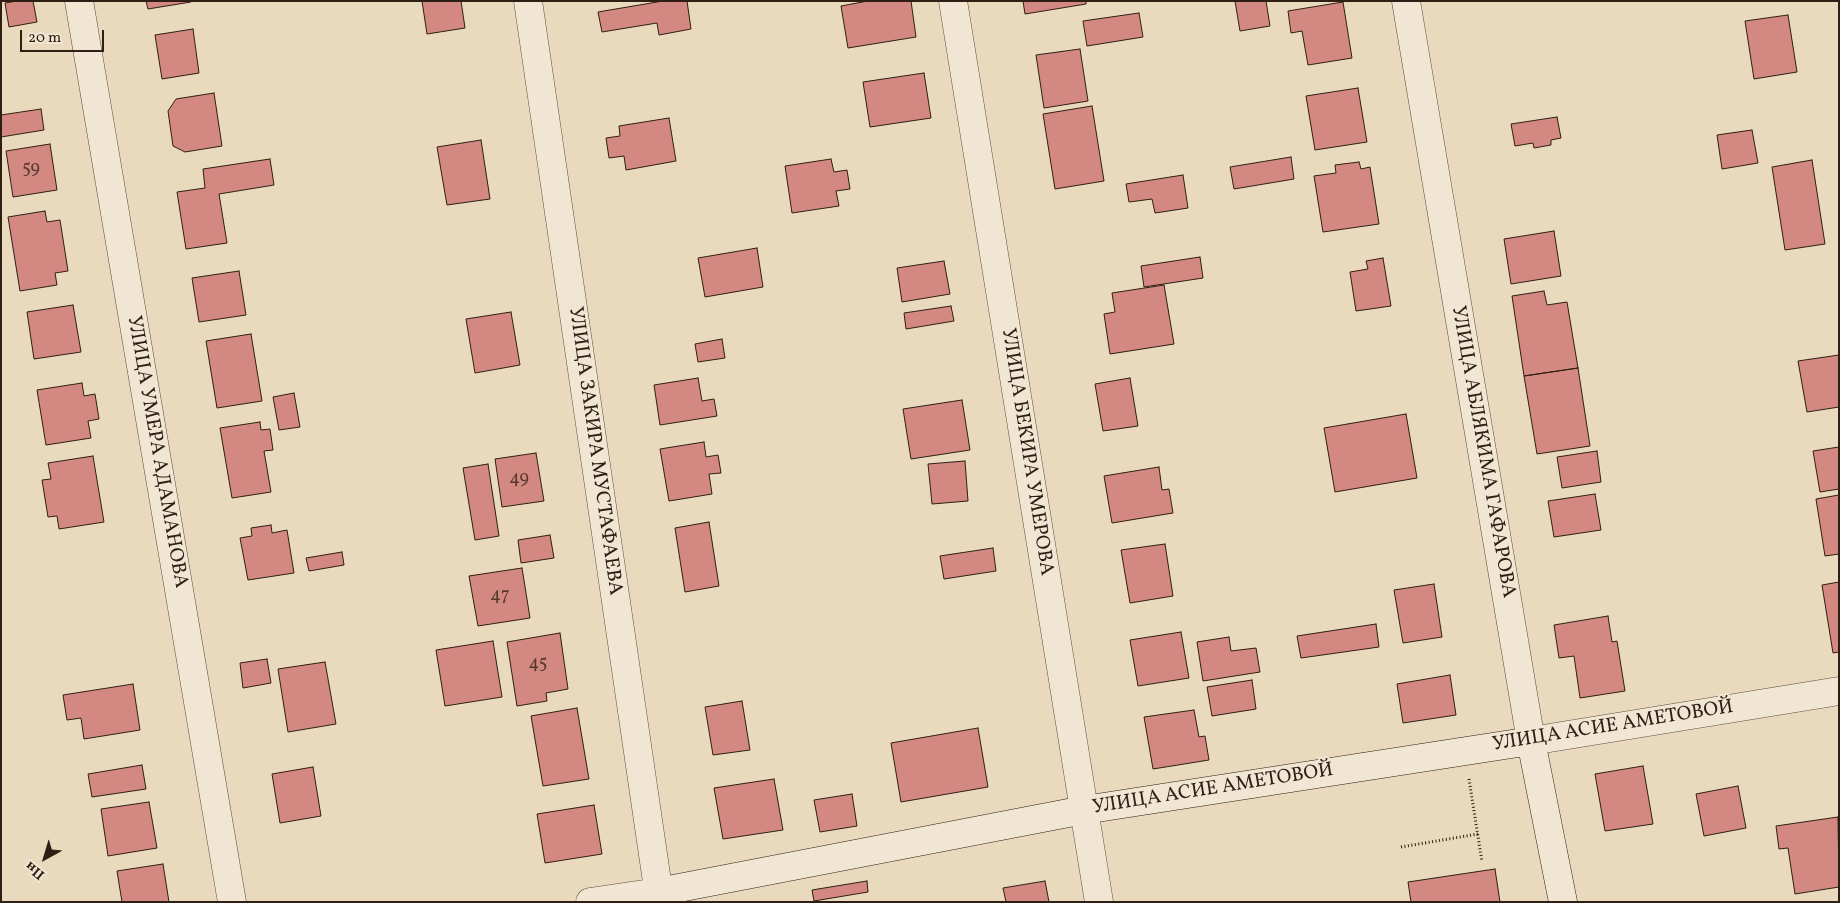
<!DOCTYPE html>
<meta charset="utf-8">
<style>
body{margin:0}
#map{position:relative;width:1840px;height:903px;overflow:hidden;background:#e9d9bd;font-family:Vollkorn,serif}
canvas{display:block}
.frame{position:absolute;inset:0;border:2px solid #2e1e13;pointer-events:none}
.north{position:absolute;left:20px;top:833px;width:50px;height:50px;-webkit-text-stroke:4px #f1e6d4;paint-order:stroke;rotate:219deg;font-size:14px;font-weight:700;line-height:20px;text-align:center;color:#2e1e13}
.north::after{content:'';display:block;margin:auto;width:18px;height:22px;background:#2e1e13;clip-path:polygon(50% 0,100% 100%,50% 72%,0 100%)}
.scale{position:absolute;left:20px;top:30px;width:84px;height:22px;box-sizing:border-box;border:2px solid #2e1e13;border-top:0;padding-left:6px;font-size:15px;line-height:18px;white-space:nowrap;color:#2e1e13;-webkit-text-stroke:4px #f1e6d4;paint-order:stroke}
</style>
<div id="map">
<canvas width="1840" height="903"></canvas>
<div class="frame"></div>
<div class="north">Пн</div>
<div class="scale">20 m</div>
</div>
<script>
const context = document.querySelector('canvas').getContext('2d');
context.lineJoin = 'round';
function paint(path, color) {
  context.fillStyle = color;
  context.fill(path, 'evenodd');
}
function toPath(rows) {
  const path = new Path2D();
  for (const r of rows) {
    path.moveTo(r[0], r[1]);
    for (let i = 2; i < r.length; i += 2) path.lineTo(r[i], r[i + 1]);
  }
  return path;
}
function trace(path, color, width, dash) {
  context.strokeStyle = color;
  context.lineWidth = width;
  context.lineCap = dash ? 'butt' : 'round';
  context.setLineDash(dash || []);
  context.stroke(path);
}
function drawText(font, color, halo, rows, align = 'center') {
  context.font = font + ' Vollkorn,serif';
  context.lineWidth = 4;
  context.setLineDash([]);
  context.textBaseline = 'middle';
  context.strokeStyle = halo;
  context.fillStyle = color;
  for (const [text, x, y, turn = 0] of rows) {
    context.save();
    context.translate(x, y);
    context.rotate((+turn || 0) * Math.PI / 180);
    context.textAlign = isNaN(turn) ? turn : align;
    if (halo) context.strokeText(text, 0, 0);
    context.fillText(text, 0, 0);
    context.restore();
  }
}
const building = toPath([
 [17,1,33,1,37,22,9,27,5,3,17,1],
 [146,1,191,1,191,2,148,9,146,1],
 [422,1,461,1,465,28,427,34,422,1],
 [663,1,687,1,691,29,659,35,657,23,602,32,598,12,663,1],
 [868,1,911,1,916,37,848,48,841,6,868,1],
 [1023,1,1086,1,1086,4,1025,14,1023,1],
 [1235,1,1266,1,1270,26,1240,31,1235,1],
 [1343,2,1352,58,1308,65,1302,31,1291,33,1288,11,1343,2],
 [1139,13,1143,37,1087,46,1083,21,1139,13],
 [1788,15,1797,72,1754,79,1745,21,1788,15],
 [193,29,199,73,162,79,155,35,193,29],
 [1080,49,1088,101,1044,108,1036,55,1080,49],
 [924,73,931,118,870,127,863,82,924,73],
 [1358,88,1367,142,1315,150,1306,96,1358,88],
 [214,93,222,146,185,152,173,146,168,111,176,99,214,93],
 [1092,106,1104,181,1055,189,1043,114,1092,106],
 [41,109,44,130,1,137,1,115,41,109],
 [1557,117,1561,138,1551,140,1551,145,1534,148,1533,143,1515,146,1511,124,1557,117],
 [669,118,676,161,626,170,624,156,609,158,606,138,620,136,619,126,669,118],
 [1752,130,1758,163,1722,169,1717,135,1752,130],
 [481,140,490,199,447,205,437,147,481,140],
 [50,144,57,190,13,197,6,151,50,144],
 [1291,157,1294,179,1234,189,1230,167,1291,157],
 [270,159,274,185,219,194,227,243,186,249,177,192,205,188,203,169,270,159],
 [831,159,834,172,847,170,850,189,836,191,839,206,792,213,785,166,831,159],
 [1812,160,1825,244,1785,250,1772,167,1812,160],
 [1359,162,1361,169,1370,167,1379,224,1323,232,1314,176,1336,173,1335,165,1359,162],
 [1183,175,1188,208,1155,213,1152,199,1129,202,1126,184,1183,175],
 [45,211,47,222,60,220,68,271,55,273,57,285,20,291,8,217,45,211],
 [1554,231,1561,276,1511,284,1504,239,1554,231],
 [757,248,763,287,705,297,698,258,757,248],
 [1200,257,1203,278,1144,287,1141,266,1200,257],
 [1383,258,1391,306,1356,311,1350,272,1368,269,1366,261,1383,258],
 [944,261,950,294,902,302,897,268,944,261],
 [239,271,246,315,199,322,192,278,239,271],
 [1164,285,1174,344,1110,354,1104,314,1115,312,1112,293,1164,285],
 [1544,291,1547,305,1567,302,1578,368,1524,376,1512,296,1544,291],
 [73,305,81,352,34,359,27,312,73,305],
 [951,306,954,321,906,329,904,313,951,306],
 [511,312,520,365,475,373,466,319,511,312],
 [251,334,262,401,217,408,206,341,251,334],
 [722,339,725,358,698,362,695,344,722,339],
 [1839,355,1839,407,1807,412,1798,361,1839,355],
 [1578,368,1590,446,1537,454,1524,376,1578,368],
 [698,378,702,401,714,399,717,416,660,425,654,385,698,378],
 [1130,378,1138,426,1103,431,1095,384,1130,378],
 [82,383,84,396,95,394,99,419,88,421,91,438,46,445,37,390,82,383],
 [294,393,300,427,279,430,273,397,294,393],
 [962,400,970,450,911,459,903,409,962,400],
 [1406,414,1417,478,1335,492,1324,428,1406,414],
 [260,422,261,430,270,429,273,450,264,451,271,492,232,498,220,428,260,422],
 [704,442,706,457,718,455,721,473,709,474,712,494,669,501,660,449,704,442],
 [1839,447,1839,489,1820,492,1813,451,1839,447],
 [1597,451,1601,482,1562,488,1557,457,1597,451],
 [536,453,544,501,502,507,495,459,536,453],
 [93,456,104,522,59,529,57,516,48,517,42,480,51,479,48,463,93,456],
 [965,461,968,501,932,504,928,464,965,461],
 [488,464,499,536,475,540,463,468,488,464],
 [1159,467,1162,490,1169,489,1173,513,1112,523,1104,476,1159,467],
 [1595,494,1601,530,1554,537,1548,501,1595,494],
 [1839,495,1839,554,1825,556,1816,499,1839,495],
 [709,522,719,586,685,592,675,528,709,522],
 [271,525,272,533,287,530,294,573,248,580,240,538,252,536,251,528,271,525],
 [550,535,554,558,521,563,518,540,550,535],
 [1165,544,1173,596,1130,603,1121,550,1165,544],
 [993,548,996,571,944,579,940,556,993,548],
 [342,552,344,565,309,571,306,558,342,552],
 [522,568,530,618,478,626,469,576,522,568],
 [1839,582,1839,652,1833,653,1822,585,1839,582],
 [1434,584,1442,637,1403,643,1394,590,1434,584],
 [1608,616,1612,642,1617,641,1625,691,1580,698,1574,656,1559,658,1554,625,1608,616],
 [1376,624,1379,647,1301,658,1297,636,1376,624],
 [1181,632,1189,678,1138,686,1130,640,1181,632],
 [560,633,568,689,546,693,547,701,517,706,507,642,560,633],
 [1229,637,1231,651,1256,648,1260,672,1203,681,1197,642,1229,637],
 [493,641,502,697,445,706,436,650,493,641],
 [267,659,271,683,243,688,240,663,267,659],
 [325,662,336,724,288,732,278,669,325,662],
 [1450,675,1456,715,1403,723,1397,684,1450,675],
 [1252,680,1256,709,1212,716,1207,687,1252,680],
 [133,684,140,730,84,739,81,718,67,720,63,695,133,684],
 [742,701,750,750,713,755,705,707,742,701],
 [577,708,589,779,543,786,531,716,577,708],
 [1194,710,1199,737,1205,736,1209,760,1153,769,1144,717,1194,710],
 [978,728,988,787,901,802,891,743,978,728],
 [142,765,146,789,92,797,88,774,142,765],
 [1643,766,1653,824,1605,831,1595,774,1643,766],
 [313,767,321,816,280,823,272,774,313,767],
 [774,779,783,830,723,839,714,788,774,779],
 [1738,786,1746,828,1704,836,1696,794,1738,786],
 [852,794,857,826,820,832,814,800,852,794],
 [149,802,157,848,108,856,101,809,149,802],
 [594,805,602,854,545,863,537,814,594,805],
 [1838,817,1839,887,1795,894,1788,848,1779,849,1776,826,1838,817],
 [163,864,169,902,122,902,117,871,163,864],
 [1495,869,1500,902,1411,902,1408,882,1495,869],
 [867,881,868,892,814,901,812,890,867,881],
 [1045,881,1049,902,1006,902,1003,888,1045,881]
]);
const path = toPath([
 [1469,779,1482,862],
 [1401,847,1478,834]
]);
const street = toPath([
 [79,1,232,902],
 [528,1,660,902],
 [953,1,1099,902],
 [1406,1,1531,741,1839,691],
 [590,902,658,892]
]);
const secondary = toPath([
 [658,892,1084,810,1531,741,1563,902]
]);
const numberNames = [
 ["59",31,170],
 ["49",519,480],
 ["47",500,597],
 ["45",538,665]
];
const streetNames = [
 ["УЛИЦА ЗАКИРА МУСТАФАЕВА",594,451,82],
 ["УЛИЦА УМЕРА АДАМАНОВА",156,452,80],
 ["УЛИЦА БЕКИРА УМЕРОВА",1026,452,81],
 ["УЛИЦА АБЛЯКИМА ГАФАРОВА",1482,452,80],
 ["УЛИЦА АСИЕ АМЕТОВОЙ",1613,727,-9],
 ["УЛИЦА АСИЕ АМЕТОВОЙ",1213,790,-9]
];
paint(building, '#d38982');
trace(building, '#2e1e13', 1);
trace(street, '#5d4d3e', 29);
trace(secondary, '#2e1e13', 29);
trace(path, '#2e1e13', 3, [1, 2.5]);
trace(street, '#f1e6d4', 28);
trace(secondary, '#f1e6d4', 28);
drawText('18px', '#57392f', null, numberNames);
drawText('20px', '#2e1e13', '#f1e6d4', streetNames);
</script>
● ● ● ● ● ● ●
Copy from the entries above each line in which the string "halo" can be found.

**EXERCISE OUTPUT:**
function drawText(font, color, halo, rows, align = 'center') {
  context.strokeStyle = halo;
    if (halo) context.strokeText(text, 0, 0);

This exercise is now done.